Word for word, retype the tail of the data below, starting with the line that has "Meadow Brook<br>Wildlife Sanctuary</span>" and including the last line.

====== Working data ======

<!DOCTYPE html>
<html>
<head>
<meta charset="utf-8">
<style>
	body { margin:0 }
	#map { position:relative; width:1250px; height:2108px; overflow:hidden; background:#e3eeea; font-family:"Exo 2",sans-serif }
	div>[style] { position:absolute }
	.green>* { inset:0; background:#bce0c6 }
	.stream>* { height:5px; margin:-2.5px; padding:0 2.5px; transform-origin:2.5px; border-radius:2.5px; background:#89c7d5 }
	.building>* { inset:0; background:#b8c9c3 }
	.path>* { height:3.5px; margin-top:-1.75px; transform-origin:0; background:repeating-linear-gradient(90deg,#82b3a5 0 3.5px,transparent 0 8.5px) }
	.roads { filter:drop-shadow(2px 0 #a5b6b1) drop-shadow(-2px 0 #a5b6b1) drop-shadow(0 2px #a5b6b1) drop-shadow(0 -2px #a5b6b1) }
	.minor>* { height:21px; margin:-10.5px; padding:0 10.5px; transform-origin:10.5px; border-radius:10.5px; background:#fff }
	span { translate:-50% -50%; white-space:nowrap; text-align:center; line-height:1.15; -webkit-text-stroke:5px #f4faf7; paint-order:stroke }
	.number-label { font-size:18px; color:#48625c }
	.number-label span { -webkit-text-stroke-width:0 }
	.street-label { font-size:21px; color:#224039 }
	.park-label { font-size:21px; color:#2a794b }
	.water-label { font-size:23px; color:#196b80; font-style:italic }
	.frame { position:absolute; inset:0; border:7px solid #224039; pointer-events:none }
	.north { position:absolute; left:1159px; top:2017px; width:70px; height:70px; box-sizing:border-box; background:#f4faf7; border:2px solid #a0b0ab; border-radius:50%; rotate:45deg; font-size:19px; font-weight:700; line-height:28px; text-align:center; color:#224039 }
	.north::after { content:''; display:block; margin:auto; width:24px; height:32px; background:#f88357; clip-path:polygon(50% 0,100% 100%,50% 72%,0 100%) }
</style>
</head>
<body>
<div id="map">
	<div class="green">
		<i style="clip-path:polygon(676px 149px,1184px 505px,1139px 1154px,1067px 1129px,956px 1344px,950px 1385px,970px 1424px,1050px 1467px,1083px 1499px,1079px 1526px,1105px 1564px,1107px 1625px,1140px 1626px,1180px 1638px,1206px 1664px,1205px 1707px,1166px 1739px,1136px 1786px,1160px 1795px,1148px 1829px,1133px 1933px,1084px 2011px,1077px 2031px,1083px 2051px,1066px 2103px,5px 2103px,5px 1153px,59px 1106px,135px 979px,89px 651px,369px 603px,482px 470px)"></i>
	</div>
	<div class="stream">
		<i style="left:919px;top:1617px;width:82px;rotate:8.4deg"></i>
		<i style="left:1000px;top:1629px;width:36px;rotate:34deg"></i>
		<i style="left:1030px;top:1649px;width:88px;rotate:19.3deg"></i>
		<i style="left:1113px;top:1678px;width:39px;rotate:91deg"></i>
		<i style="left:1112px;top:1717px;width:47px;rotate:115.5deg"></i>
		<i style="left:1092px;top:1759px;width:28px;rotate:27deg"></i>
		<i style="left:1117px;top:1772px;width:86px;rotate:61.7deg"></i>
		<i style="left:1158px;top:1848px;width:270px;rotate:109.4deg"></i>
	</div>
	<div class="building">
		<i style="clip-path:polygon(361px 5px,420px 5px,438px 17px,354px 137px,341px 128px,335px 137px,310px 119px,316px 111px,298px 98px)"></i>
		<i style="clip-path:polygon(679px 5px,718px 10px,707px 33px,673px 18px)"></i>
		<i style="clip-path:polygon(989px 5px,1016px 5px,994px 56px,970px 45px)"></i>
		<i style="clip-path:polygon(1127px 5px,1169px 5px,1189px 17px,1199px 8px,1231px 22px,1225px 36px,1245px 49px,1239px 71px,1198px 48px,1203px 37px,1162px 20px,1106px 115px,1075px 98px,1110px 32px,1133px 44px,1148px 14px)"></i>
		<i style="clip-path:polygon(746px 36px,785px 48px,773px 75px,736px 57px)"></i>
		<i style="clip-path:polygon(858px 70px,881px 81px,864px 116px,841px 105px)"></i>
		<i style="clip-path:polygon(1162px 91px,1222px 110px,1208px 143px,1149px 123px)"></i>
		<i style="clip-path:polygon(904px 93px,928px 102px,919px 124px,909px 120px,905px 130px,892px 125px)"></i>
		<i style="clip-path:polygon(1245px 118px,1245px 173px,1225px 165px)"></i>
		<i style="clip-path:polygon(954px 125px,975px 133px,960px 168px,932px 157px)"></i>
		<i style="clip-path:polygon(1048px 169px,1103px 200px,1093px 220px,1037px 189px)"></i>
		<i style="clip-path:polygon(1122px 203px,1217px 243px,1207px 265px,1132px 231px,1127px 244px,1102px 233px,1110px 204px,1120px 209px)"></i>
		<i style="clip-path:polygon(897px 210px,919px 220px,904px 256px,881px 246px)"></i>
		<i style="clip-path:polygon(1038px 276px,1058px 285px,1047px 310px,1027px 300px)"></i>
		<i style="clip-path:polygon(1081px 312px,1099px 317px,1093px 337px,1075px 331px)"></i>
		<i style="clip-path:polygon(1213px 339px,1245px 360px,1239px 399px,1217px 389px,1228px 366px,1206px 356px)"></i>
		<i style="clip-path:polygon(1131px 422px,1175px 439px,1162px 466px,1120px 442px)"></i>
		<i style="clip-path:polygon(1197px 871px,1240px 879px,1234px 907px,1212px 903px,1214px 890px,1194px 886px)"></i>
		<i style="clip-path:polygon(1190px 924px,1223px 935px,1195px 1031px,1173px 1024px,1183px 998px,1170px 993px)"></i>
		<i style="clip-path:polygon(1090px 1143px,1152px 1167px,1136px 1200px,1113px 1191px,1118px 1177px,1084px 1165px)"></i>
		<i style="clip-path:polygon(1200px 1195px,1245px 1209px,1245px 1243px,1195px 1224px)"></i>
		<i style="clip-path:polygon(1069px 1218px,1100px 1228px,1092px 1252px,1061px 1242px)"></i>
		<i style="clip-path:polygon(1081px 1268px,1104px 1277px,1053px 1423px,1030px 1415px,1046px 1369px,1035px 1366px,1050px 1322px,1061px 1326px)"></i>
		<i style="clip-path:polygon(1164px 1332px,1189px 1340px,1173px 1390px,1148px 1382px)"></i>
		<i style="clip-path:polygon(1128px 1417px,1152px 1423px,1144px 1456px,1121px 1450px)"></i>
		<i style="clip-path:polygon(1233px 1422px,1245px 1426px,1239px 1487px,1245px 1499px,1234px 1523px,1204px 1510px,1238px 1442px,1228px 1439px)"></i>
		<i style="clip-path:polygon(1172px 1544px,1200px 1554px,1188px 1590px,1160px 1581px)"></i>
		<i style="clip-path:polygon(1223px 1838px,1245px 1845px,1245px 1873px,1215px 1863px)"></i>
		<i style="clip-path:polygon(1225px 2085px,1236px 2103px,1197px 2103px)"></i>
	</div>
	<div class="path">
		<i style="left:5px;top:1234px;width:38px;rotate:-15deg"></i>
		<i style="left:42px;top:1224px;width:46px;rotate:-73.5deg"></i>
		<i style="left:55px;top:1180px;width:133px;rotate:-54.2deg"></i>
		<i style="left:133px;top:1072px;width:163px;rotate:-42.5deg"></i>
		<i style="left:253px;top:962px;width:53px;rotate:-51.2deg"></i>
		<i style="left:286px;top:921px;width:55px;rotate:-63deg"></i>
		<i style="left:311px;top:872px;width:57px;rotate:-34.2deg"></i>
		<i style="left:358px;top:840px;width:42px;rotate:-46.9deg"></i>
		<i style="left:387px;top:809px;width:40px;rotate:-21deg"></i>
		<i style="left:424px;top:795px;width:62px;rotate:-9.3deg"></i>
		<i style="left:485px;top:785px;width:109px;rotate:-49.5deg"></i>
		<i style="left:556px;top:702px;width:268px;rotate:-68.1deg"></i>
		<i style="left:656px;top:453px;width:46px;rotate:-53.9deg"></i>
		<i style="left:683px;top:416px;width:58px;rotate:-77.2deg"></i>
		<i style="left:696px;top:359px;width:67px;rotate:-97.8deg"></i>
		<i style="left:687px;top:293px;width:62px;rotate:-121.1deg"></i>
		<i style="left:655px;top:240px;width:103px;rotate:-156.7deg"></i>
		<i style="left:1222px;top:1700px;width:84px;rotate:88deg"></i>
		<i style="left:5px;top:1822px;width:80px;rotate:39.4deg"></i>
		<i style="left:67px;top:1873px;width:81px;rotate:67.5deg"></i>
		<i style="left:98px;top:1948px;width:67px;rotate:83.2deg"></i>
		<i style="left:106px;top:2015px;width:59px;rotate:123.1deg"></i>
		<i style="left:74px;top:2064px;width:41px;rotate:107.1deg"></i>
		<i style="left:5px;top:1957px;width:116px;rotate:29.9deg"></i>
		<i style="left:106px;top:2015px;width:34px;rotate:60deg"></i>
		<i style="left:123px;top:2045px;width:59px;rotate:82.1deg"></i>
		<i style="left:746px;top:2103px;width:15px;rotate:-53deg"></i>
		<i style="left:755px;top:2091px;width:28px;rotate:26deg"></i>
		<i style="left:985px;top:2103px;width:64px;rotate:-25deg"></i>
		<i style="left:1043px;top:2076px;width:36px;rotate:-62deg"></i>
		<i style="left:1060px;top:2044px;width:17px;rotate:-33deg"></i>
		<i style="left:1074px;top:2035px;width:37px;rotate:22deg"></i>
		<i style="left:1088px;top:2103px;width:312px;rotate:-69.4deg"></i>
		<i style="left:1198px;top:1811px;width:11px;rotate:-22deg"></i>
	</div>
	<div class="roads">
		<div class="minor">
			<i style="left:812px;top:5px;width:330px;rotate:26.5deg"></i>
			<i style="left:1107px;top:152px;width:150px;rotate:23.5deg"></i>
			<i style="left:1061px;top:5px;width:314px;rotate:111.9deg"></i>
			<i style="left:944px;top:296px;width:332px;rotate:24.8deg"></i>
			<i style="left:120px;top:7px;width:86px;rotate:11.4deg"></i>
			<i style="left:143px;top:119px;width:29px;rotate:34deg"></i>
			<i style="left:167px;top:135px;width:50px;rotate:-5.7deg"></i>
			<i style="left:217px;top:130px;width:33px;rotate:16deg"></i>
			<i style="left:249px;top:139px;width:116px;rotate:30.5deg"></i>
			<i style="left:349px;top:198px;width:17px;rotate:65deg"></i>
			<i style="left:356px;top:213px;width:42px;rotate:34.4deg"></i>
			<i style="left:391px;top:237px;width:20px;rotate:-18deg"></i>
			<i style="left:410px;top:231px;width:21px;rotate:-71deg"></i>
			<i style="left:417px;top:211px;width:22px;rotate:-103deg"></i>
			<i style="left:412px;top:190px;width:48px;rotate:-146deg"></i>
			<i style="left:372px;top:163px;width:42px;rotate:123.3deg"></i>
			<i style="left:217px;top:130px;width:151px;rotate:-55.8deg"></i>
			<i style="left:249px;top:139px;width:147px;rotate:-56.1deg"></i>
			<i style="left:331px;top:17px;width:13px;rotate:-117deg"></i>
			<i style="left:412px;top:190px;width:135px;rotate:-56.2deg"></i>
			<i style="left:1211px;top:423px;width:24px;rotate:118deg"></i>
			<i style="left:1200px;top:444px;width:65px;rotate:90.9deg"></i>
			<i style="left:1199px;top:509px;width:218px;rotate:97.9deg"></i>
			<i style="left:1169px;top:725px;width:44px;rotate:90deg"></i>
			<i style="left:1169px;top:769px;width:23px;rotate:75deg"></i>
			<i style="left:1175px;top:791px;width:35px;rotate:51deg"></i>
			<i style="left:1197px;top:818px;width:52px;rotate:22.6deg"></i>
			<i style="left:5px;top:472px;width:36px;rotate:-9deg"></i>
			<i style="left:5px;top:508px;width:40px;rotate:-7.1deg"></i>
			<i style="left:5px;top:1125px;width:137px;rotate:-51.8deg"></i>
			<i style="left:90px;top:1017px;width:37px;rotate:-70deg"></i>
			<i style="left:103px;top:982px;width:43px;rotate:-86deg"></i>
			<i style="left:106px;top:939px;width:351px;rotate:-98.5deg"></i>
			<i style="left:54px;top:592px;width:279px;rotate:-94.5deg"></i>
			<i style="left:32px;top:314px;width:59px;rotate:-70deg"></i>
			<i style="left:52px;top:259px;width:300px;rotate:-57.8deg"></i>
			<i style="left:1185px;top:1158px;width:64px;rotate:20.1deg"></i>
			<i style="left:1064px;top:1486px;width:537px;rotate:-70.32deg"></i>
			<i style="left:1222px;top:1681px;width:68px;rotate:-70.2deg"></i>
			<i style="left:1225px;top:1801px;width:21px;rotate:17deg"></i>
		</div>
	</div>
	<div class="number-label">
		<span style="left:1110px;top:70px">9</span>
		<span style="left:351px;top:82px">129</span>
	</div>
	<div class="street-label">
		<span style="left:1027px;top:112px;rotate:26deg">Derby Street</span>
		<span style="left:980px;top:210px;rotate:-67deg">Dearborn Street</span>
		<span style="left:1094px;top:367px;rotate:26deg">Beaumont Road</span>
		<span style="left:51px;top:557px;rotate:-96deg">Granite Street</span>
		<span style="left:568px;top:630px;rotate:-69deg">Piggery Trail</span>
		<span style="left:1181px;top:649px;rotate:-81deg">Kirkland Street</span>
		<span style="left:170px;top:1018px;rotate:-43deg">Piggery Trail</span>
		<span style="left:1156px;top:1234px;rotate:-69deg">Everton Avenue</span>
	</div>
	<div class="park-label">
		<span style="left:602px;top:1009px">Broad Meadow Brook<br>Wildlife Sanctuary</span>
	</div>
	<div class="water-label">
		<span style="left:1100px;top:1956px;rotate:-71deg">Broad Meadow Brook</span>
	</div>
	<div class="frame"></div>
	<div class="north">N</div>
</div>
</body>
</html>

======

- [Response]
		<span style="left:602px;top:1009px">Broad Meadow Brook<br>Wildlife Sanctuary</span>
	</div>
	<div class="water-label">
		<span style="left:1100px;top:1956px;rotate:-71deg">Broad Meadow Brook</span>
	</div>
	<div class="frame"></div>
	<div class="north">N</div>
</div>
</body>
</html>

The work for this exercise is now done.